----- RECORDED INFORMATION
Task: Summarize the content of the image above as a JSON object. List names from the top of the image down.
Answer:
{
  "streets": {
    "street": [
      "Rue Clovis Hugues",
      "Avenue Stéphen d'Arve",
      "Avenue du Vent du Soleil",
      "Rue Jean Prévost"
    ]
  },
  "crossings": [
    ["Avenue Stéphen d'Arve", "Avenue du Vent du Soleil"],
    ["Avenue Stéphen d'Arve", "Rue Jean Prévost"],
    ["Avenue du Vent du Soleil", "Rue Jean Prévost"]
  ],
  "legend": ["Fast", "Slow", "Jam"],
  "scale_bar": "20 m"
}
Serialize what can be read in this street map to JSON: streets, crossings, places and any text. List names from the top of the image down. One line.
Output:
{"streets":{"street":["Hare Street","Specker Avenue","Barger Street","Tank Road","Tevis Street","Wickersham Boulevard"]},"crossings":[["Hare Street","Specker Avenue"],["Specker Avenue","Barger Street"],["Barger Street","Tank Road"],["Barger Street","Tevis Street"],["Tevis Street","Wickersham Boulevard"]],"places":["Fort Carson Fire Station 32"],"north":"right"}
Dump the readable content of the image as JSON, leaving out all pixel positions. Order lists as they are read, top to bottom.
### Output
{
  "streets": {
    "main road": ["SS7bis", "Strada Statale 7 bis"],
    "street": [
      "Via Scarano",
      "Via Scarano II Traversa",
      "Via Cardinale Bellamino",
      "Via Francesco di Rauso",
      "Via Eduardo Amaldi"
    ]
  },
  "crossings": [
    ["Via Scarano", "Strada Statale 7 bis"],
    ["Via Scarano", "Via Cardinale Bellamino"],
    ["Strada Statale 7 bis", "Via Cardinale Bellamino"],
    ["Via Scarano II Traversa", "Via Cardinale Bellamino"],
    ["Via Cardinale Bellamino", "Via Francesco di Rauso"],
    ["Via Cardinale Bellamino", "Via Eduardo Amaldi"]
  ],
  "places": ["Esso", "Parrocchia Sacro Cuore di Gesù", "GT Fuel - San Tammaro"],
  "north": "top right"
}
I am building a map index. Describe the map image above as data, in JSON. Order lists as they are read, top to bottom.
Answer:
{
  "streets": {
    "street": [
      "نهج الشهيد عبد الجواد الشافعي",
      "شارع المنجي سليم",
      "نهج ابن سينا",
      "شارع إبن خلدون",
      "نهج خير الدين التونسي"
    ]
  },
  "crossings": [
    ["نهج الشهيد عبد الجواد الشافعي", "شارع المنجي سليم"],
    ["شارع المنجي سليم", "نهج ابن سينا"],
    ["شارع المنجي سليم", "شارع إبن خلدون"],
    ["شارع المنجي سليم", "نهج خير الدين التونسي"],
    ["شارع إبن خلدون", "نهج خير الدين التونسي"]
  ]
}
----------
WHAT IS BEING ASKED: Wherever the word "bottom" appears in the entries above, copy that whole line.

REPLY TO THE EXERCISE:
Dump the readable content of the image as JSON, leaving out all pixel positions. Order lists as they are read, top to bottom.
I am building a map index. Describe the map image above as data, in JSON. Order lists as they are read, top to bottom.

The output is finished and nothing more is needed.